You've imagined this.
You've imagined a hurt poet who likes to keep themselves close to the point of no return all the while keeping the options open.
To be or not to be
This is the question.
2 + 2 = 5.
You dreamt of a lonely cowboy trying to navigate the depths of the jungle with their bare hands and funny horse.
You're lonely.
You're way too deep.
It is a fucking jungle.
You knew it was.
Yet the lie you like to keep alive is so
amazingly delicious
every second you feel that throb in that little vein that is the heralder of great news for your aging body
THE FUCKING THROB ANAIS NIN FELT EVERY OTHER NIGHT AS SHE NAVIGATED HER OWN PERSONALITIES???
THE FUCKING THROB SHE QUENCHED WHENEVER SHE FELT LIKE IT.
I WANT TO FUCK HER. I DONT WANT TO BE HER. I'M FUCKING JUNE.
JUNE.-
I'm Roland.

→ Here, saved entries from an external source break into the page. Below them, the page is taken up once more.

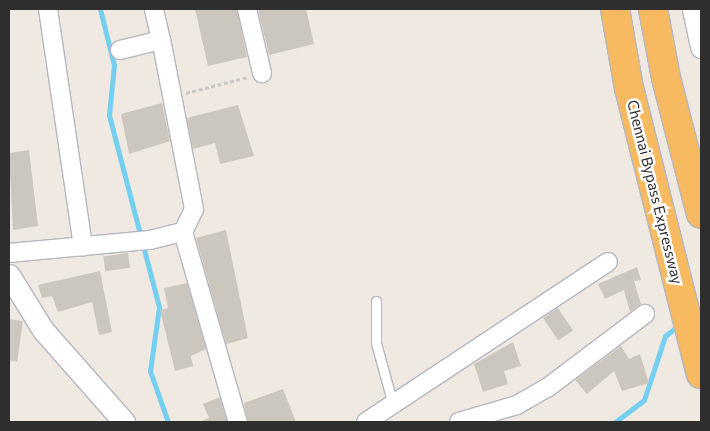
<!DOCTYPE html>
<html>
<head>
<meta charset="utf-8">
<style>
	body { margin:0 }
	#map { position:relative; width:710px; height:431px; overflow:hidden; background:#efe9e1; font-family:Commissioner,sans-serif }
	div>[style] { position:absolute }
	.stream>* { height:5px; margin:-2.5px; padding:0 2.5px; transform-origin:2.5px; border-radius:2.5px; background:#75cff0 }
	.building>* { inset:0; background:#cbc7bf; transform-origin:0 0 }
	.path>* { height:3px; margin-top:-1.5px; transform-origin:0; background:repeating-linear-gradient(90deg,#c9c9c9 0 4px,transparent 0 6.5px) }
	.roads { filter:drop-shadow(1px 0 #b4b7c1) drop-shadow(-1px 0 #b4b7c1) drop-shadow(0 1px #b4b7c1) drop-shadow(0 -1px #b4b7c1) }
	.service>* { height:9px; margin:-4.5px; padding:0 4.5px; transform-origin:4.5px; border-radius:4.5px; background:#fff }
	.minor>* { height:18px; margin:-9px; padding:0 9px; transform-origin:9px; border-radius:9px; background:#fff }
	.tertiary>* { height:21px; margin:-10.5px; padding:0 10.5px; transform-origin:10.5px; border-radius:10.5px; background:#fff }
	.trunk>* { height:28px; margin:-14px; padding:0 14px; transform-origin:14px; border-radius:14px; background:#f8ba60 }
	span { translate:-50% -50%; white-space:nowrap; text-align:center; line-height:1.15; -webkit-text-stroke:5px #fff; paint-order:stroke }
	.street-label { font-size:15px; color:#2e2e2e }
	.frame { position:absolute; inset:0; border:10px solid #2e2e2e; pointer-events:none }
</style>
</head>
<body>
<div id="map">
	<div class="stream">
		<i style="left:100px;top:9px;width:58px;rotate:76deg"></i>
		<i style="left:114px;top:65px;width:50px;rotate:95.7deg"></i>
		<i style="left:109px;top:115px;width:198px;rotate:75.4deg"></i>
		<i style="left:159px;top:307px;width:65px;rotate:98deg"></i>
		<i style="left:150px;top:371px;width:54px;rotate:70.6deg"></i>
		<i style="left:615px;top:422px;width:36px;rotate:-37deg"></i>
		<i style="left:644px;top:400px;width:67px;rotate:-71.8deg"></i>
		<i style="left:665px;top:336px;width:16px;rotate:-38deg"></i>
	</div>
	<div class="building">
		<i style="clip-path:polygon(195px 9px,237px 9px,247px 57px,208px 66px)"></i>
		<i style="clip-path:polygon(258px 9px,306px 9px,314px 44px,269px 55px)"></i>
		<i style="clip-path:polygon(162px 103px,170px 141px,129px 154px,121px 114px)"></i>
		<i style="clip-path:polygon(238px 105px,254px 156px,220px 164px,215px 143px,193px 149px,187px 118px)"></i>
		<i style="clip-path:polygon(29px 150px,38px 226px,13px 230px,9px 153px)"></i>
		<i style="clip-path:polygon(226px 230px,248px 338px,226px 344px,196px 238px)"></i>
		<i style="left:128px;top:253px;width:15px;height:25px;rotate:82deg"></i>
		<i style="clip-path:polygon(637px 267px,641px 280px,634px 281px,641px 304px,630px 312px,624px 290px,605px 299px,598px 284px)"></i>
		<i style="clip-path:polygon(100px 271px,112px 332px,99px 335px,92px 302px,58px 312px,52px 296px,42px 298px,38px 285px)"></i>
		<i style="clip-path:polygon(187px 283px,206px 349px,191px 356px,193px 366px,175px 371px,160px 310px,168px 308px,164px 288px)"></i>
		<i style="left:558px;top:308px;width:27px;height:18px;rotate:56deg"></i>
		<i style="left:9px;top:319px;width:14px;height:41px;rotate:8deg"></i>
		<i style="clip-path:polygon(513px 342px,521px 366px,504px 371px,508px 384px,483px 392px,474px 364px)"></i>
		<i style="clip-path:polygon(621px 346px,629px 359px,640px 354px,649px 383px,622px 391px,614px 371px,587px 394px,575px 380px)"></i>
		<i style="clip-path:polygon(283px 389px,296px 422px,248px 422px,244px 403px)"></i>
		<i style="clip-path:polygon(220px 397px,227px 422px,199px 422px,209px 418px,203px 404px)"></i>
	</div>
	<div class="path">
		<i style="left:186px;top:93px;width:64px;rotate:-14.5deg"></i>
	</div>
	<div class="roads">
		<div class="service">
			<i style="left:376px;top:301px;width:42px;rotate:90deg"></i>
			<i style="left:376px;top:343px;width:60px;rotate:74.6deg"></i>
		</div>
		<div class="minor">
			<i style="left:48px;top:9px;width:240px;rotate:81.6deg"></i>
			<i style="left:247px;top:9px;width:66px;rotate:76.8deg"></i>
			<i style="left:120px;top:50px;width:42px;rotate:-13.7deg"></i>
			<i style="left:161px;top:40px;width:32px;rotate:-103deg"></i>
			<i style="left:183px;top:232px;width:198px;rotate:73.9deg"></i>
			<i style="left:9px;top:253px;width:142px;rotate:-5.3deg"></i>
			<i style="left:150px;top:240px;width:34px;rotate:-14deg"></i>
			<i style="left:183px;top:232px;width:25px;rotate:-64deg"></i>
			<i style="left:194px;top:209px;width:172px;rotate:-101deg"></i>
			<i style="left:366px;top:422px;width:290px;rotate:-33.5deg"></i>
			<i style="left:459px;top:422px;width:60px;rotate:-16.3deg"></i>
			<i style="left:517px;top:405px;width:34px;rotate:-30deg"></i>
			<i style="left:547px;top:388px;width:123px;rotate:-37.1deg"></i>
		</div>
		<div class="tertiary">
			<i style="left:693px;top:9px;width:39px;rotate:78deg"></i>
			<i style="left:9px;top:275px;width:65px;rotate:58.3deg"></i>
			<i style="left:43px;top:330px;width:123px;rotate:48.6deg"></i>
		</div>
		<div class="trunk">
			<i style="left:615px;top:9px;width:80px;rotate:80deg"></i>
			<i style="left:629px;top:88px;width:295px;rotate:75.9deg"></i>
			<i style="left:653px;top:9px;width:70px;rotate:79.3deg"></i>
			<i style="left:666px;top:78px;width:140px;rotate:75.6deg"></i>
		</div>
	</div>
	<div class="street-label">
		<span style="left:655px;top:192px;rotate:76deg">Chennai Bypass Expressway</span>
	</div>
	<div class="frame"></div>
</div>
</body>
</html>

I want to fuck the princess.
Jake is the boy I aborted.
Susannah the lovely pus in me flowing whichever direction they see fit.
Breaking her own legs along the way if necessary-
Just to be cared for by a junkie, who's fun all around.
Yes, the nurse who loved me is where I left her.
And the nurse who loved you is gone.
Will requires action and not the other way around.
The mere fact that you're here, writing this, through my hands, as if I can feel the soul you kinda enjoy keeping locked up in your little fantasies
while you're a 45-year-old with a martyr complex.
You still think you need to die before you surrender.
It's the other way around.
She saw this and the glimmer in her eyes caught you somewhere you never expected it to. For me it's the legs. Still.
The first fuck that felt magical.
My trauma makes it magical.
And your supposed panacea.
Your dick is supposed to give me the feeling of
being abused
being unwanted
being fulfilled
This is what I think love is.
Because this is the only close attention I got.
The closest that can be.
I was important. I'm not.
And will never be if God can help me.
But as I wait for my own fucking self to regroup before putting the gear forward, I can easily fantasise about it?